Hortense ayant achevé sa narration, madame la présidente annonça la clôture des Confessions. Alors les dames d’annonces, aidées des maîtresses de cérémonies, apportèrent une riche corbeille ornée de fleurs, dans laquelle on voyait trois couronnes bien distinctes : la première composée de violettes, la deuxième de roses très épanouies et la troisième de pampres et de raisins.

La couronne de pampres et de raisins fut donnée à Julie la Grosse Rieuse, comme le joyeux sujet de la troupe qui représentait le mieux une de ces superbes bacchantes qui, dans les fêtes de Silène, parcouraient la Grèce un thyrse à la main et le front ceint de grappes : sa philosophie naturelle parut d’ailleurs le système le meilleur à adopter dans ce monde, où le plus sage parti à prendre est de rire de tout.

Après Julie, Clémentine obtint la couronne de roses très épanouies ; l’intérêt compliqué de ses aventures parut au grand juge mériter ce second prix.

Enfin Rose Pompon baissa son beau front pour recevoir la couronne de violettes, comme symbole de la finesse et du parfum exquis qu’on avait reconnus dans ses goûts et ses narrations ; il fut même arrêté à l’unanimité des voix, que le tour piquant du cadenas parisien ou la précaution inutile, qui faisait une partie principale des événements de sa vie galante, serait le sujet de la gravure à placer en regard du titre des confessions galantes des nymphes. Des accessits d’encouragement furent donnés à Délia Brioche, à Hortense, à Frasca et autres. Galatée et Adeline-Nina reçurent même l’accolade fraternelle de madame la Présidente, et enfin la séance fut levée au cri de vive Vénus ! qui retentirent dans toutes les salles.

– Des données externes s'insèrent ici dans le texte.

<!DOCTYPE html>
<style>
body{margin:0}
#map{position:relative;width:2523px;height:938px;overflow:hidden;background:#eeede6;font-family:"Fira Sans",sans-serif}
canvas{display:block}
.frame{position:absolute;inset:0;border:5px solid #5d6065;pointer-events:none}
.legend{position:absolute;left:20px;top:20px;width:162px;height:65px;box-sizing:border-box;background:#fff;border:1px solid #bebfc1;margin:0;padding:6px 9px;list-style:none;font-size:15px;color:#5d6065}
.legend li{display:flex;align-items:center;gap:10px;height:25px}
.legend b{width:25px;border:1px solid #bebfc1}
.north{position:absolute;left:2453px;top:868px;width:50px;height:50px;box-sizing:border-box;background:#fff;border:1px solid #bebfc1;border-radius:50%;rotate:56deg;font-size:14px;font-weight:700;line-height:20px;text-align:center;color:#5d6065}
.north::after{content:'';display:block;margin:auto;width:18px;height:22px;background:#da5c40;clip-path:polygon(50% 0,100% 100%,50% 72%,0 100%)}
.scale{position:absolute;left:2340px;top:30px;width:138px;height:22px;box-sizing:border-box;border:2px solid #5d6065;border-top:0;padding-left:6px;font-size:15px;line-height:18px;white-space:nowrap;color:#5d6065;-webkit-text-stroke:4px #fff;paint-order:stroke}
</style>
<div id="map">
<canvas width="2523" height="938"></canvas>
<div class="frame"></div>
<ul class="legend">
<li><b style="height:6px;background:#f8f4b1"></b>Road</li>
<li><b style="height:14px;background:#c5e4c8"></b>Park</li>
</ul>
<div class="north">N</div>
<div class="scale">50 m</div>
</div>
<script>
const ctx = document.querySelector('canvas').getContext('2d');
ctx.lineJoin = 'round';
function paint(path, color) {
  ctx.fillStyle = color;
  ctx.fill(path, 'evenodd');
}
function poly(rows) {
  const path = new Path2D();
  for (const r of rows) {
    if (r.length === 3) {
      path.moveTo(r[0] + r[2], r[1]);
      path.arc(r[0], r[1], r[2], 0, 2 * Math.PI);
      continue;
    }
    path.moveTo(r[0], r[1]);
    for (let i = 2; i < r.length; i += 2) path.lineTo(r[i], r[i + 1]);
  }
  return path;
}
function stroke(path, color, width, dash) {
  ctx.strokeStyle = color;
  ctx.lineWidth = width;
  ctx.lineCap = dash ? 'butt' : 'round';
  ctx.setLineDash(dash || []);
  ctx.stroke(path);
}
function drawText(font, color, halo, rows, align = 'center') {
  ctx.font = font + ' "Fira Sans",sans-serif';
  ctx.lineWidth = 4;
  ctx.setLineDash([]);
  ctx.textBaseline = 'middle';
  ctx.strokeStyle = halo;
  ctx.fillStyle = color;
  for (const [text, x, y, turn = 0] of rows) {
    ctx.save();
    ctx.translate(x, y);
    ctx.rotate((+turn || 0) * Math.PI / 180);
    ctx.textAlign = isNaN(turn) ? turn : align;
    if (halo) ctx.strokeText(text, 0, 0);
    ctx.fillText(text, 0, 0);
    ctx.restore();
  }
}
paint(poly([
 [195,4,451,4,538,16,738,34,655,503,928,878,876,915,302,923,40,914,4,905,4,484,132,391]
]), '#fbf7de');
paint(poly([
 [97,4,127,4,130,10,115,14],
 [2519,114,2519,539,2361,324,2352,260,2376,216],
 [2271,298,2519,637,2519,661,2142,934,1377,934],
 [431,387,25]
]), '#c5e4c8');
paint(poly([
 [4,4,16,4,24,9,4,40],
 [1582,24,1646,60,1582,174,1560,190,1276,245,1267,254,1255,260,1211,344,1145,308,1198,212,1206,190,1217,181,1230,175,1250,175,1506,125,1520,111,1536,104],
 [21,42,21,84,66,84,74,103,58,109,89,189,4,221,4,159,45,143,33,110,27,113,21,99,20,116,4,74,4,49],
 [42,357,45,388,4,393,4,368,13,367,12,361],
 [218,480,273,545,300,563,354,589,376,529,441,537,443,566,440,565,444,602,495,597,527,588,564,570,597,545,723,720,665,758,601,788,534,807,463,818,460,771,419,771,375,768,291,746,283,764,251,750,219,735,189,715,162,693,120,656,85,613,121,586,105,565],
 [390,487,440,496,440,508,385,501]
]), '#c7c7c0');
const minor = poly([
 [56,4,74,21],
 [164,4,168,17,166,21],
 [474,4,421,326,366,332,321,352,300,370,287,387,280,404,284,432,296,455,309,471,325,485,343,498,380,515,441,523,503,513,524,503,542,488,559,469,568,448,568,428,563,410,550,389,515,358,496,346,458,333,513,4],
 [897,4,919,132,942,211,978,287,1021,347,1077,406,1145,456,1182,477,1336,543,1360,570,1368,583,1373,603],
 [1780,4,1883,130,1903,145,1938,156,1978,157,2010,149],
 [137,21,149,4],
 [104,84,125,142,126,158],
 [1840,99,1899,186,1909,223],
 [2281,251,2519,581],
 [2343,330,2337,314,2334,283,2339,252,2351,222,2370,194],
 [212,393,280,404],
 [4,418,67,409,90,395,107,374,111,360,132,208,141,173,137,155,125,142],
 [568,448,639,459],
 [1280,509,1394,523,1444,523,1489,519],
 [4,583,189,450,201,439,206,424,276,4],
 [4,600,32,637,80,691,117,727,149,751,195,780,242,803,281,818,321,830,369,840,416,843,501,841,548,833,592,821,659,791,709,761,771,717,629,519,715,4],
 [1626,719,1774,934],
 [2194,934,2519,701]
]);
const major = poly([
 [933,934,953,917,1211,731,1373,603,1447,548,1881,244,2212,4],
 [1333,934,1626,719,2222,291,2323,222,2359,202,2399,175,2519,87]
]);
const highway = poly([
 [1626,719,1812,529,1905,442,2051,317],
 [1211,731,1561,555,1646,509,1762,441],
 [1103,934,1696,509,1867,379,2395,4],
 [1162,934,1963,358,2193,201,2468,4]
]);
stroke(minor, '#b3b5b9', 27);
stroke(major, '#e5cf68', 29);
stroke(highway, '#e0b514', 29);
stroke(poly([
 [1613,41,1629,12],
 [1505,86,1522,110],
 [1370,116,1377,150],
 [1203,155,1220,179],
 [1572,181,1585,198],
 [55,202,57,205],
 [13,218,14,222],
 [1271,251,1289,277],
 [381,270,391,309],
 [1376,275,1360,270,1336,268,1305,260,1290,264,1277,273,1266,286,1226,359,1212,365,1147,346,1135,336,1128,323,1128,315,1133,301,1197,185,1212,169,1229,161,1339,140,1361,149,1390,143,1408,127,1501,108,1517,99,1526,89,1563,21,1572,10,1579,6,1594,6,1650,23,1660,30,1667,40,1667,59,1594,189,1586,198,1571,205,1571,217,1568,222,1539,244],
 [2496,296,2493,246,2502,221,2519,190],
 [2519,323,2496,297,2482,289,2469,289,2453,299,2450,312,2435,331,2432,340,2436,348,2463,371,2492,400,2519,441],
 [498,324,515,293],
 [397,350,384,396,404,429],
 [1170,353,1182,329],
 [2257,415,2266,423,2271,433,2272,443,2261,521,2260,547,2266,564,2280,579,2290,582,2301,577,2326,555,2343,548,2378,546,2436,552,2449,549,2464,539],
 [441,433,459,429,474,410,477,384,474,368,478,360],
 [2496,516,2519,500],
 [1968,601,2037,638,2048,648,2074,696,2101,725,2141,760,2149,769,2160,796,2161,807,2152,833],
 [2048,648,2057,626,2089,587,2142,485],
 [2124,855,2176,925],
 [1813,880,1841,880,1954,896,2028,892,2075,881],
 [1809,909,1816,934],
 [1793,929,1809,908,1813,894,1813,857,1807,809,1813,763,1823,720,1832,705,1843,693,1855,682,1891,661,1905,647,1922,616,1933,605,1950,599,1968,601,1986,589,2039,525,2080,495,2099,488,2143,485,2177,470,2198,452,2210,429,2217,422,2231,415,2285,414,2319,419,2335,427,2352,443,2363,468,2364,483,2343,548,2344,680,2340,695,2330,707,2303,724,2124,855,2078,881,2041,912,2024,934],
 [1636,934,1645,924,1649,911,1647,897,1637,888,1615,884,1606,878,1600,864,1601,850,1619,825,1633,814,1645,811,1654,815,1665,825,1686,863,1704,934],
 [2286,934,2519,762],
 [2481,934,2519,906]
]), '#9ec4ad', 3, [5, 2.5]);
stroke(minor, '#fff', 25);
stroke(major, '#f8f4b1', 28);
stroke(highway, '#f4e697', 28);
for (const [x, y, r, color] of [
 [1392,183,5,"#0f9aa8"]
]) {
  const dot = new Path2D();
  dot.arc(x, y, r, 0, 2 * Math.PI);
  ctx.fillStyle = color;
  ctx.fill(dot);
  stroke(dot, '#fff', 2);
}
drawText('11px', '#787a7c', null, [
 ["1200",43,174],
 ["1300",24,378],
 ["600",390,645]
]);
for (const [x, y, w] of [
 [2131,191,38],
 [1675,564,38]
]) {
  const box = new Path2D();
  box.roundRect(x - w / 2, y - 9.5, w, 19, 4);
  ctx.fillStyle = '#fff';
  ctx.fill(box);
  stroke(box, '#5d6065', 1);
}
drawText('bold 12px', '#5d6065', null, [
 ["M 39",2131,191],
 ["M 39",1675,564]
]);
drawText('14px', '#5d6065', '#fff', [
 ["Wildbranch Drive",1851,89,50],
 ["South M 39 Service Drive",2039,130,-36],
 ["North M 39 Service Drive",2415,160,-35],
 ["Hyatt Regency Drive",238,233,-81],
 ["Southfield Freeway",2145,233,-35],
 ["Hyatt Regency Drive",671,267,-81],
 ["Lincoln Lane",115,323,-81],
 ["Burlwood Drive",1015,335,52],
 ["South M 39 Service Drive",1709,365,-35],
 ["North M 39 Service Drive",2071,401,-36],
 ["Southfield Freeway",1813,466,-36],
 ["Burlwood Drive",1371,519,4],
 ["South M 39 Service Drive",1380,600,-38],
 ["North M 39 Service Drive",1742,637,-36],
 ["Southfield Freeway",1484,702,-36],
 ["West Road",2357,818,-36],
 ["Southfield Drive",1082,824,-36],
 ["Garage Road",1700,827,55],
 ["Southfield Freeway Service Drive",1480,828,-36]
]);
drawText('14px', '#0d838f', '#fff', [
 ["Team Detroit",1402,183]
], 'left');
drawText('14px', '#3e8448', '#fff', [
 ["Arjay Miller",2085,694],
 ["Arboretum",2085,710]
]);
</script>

Une table magnifiquement servie était dressée dans le grand salon de compagnie, où, après s’être copieusement restaurées, nos Nymphes se livrèrent aux plaisirs de la danse, qui se prolongea très avant dans la nuit. Enfin, le petit jour mit un terme à cette fête annuelle. Madame la Présidente se retira la première dans ses petits appartements, en exhortant son édifiant troupeau à se conduire de plus en plus avec sagesse et décence, et surtout à bien se garder des loups ravissants qui rôdaient ça et là dans tous les quartiers de la capitale. Nos nymphes s’empressèrent de répondre à cette recommandation, que toutes ayant vu le loup maintes fois, elles le redoutaient fort peu.

Chacun s’en fut se livrer aux douceurs de Morphée, tirant son rideau sur les éclats du jours. Tirons aussi le nôtre sur les Confessions des Nymphes, et désirons que nos lecteurs trouvent les gazes dont nous les avons enveloppées, aussi légères que gracieuses.